THE INPUT START

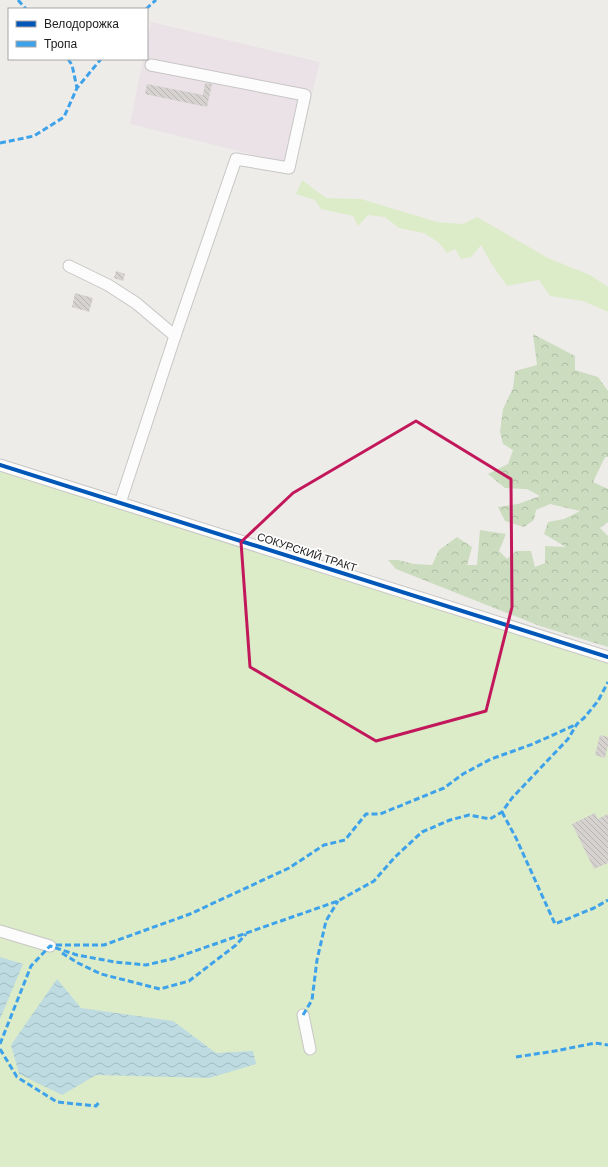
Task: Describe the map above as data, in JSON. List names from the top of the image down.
{
  "streets": {
    "street": ["СОКУРСКИЙ ТРАКТ"]
  },
  "legend": ["Велодорожка", "Тропа"]
}
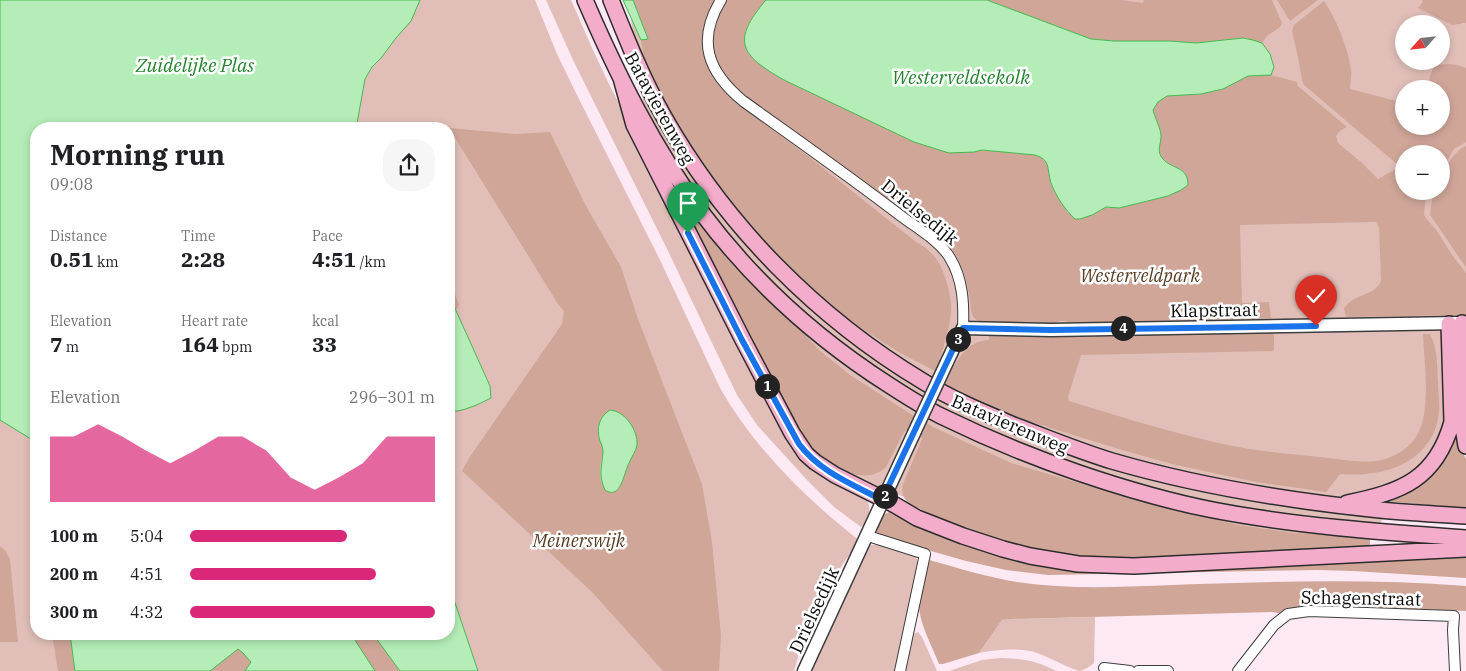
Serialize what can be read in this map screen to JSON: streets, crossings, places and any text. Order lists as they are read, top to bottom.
{
  "streets": {
    "main road": ["Batavierenweg"],
    "street": ["Drielsedijk", "Klapstraat", "Schagenstraat"]
  },
  "crossings": [
    ["Drielsedijk", "Klapstraat"]
  ],
  "water": ["Zuidelijke Plas", "Westerveldsekolk"],
  "parks": ["Westerveldpark", "Meinerswijk"],
  "north": "bottom left",
  "page": {
    "map_buttons": ["+", "−"],
    "heading": ["Morning run", "09:08"],
    "stats": [
      ["Distance", "0.51 km"],
      ["Time", "2:28"],
      ["Pace", "4:51 /km"],
      ["Elevation", "7 m"],
      ["Heart rate", "164 bpm"],
      ["kcal", "33"]
    ],
    "pins": [
      "4",
      "3",
      "1",
      "2"
    ],
    "chart": ["Elevation", "296–301 m"],
    "list": [
      {
        "name": "100 m",
        "note": "5:04"
      },
      {
        "name": "200 m",
        "note": "4:51"
      },
      {
        "name": "300 m",
        "note": "4:32"
      }
    ]
  }
}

THE INPUT END

EXERCISE DESCRIPTION
An exact reproduction of the data above is required, with every picture removed.

YOUR RESPONSE
Task: Describe the map above as data, in JSON. List names from the top of the image down.
{
  "streets": {
    "street": ["СОКУРСКИЙ ТРАКТ"]
  },
  "legend": ["Велодорожка", "Тропа"]
}
Serialize what can be read in this map screen to JSON: streets, crossings, places and any text. Order lists as they are read, top to bottom.
{
  "streets": {
    "main road": ["Batavierenweg"],
    "street": ["Drielsedijk", "Klapstraat", "Schagenstraat"]
  },
  "crossings": [
    ["Drielsedijk", "Klapstraat"]
  ],
  "water": ["Zuidelijke Plas", "Westerveldsekolk"],
  "parks": ["Westerveldpark", "Meinerswijk"],
  "north": "bottom left",
  "page": {
    "map_buttons": ["+", "−"],
    "heading": ["Morning run", "09:08"],
    "stats": [
      ["Distance", "0.51 km"],
      ["Time", "2:28"],
      ["Pace", "4:51 /km"],
      ["Elevation", "7 m"],
      ["Heart rate", "164 bpm"],
      ["kcal", "33"]
    ],
    "pins": [
      "4",
      "3",
      "1",
      "2"
    ],
    "chart": ["Elevation", "296–301 m"],
    "list": [
      {
        "name": "100 m",
        "note": "5:04"
      },
      {
        "name": "200 m",
        "note": "4:51"
      },
      {
        "name": "300 m",
        "note": "4:32"
      }
    ]
  }
}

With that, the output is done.